"Just as," he said, "our soul, being air, holds us together, so do breath and air encompass the whole world." (Aetius, Placita Philosophorum)
Anaximenes of Miletus, born around 588 BCE and active until approximately 502 BCE, was a pre-Socratic philosopher from the ancient city of Miletus in Ionia. He is often considered the third of the great Milesian philosophers, following Thales and Anaximander.
The central pursuit of the Milesian philosophers was to identify the 'archê', or the primary substance from which all things originate and to which they return. While Thales posited water and Anaximander proposed the boundless 'apeiron' as the primary substances, Anaximenes chose 'air'.
Air as the Fundamental Substance
Anaximenes believed air to be more than just the gaseous substance enveloping the Earth. To him, it was the very fabric of existence. He postulated that air, through processes of condensation and rarefaction, could transform into all other substances in the world. This continuous change and transformation underpin the dynamic nature of existence.
Anaximenes' ideas were rooted in everyday observations. He noticed that when we exhale with our mouths closed, we release warm air (like fire), but when we exhale with our mouths open, the air is cooler (like wind). From this, he inferred that temperature differences could change the state of air.

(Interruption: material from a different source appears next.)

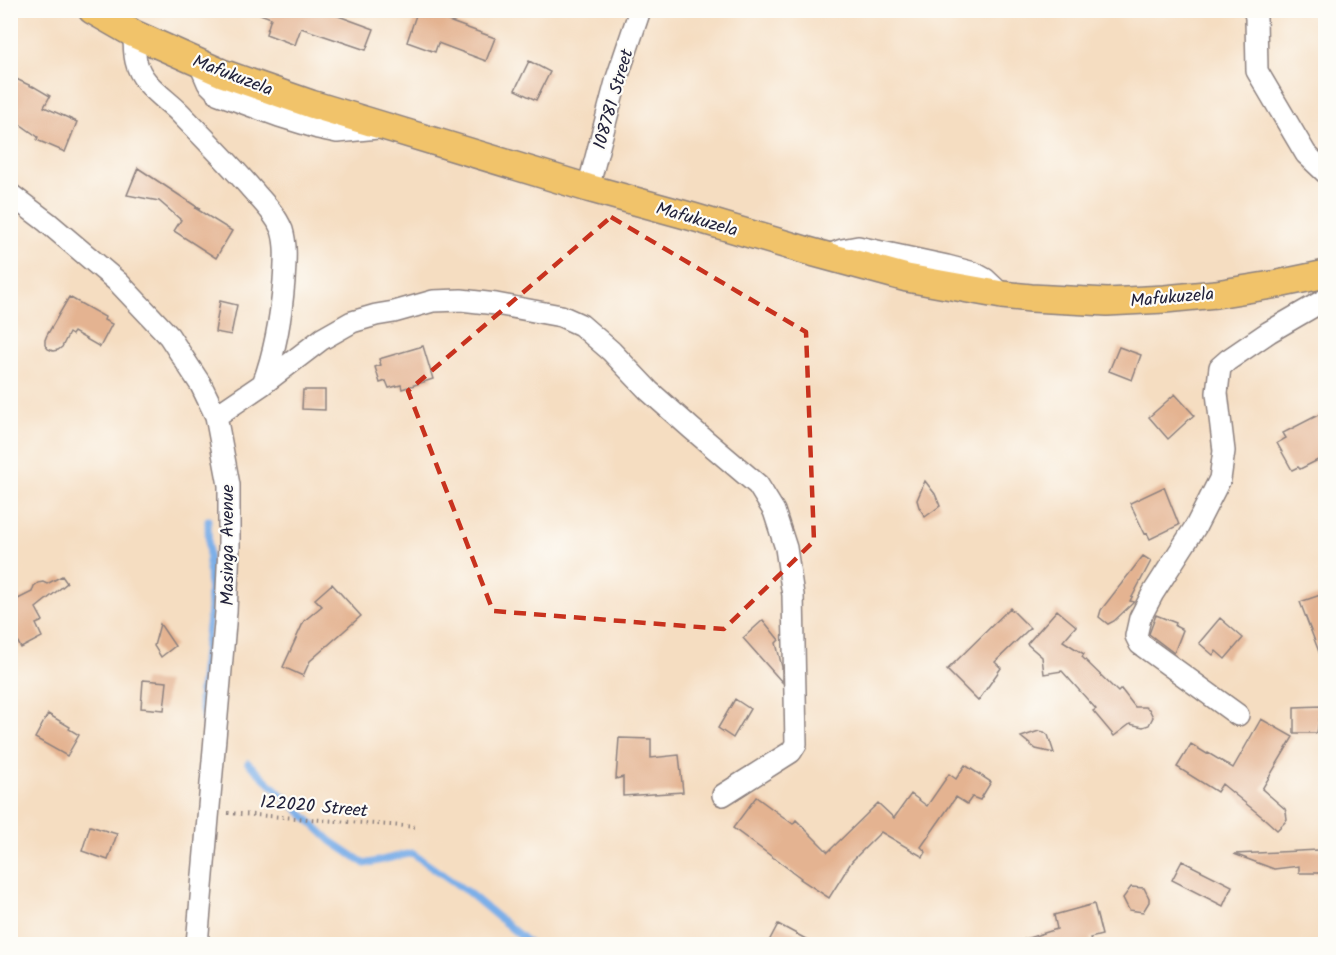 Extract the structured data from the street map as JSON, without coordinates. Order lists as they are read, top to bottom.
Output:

Similarly, he might have observed how water evaporates into air and how cold causes moisture to condense, further supporting his theories.
Was Anaximenes Right?
While Anaximenes' idea of air as the primary substance might seem rudimentary by today's standards, it marked a significant step in philosophical thought for several reasons:
- Empirical Foundations: Anaximenes based his ideas on observation, a foundational principle for modern scientific methodology.
- Concept of Transformation: The idea that one substance can transform into another based on certain processes is somewhat mirrored in modern science. For instance, the states of matter (solid, liquid, gas) change based on temperature and pressure.
- Monism: Anaximenes' belief in a single substance as the source of everything finds parallels in modern physics, where researchers seek a unified theory to explain all forces and particles.
Legacy and Influence
Anaximenes' focus on observation and his belief in a transformative primary substance influenced subsequent Greek philosophers. While his specific doctrine of air did not become a central tenet in later thought, his methodological approach and quest for a fundamental substance set the stage for richer and more complex philosophical and scientific explorations.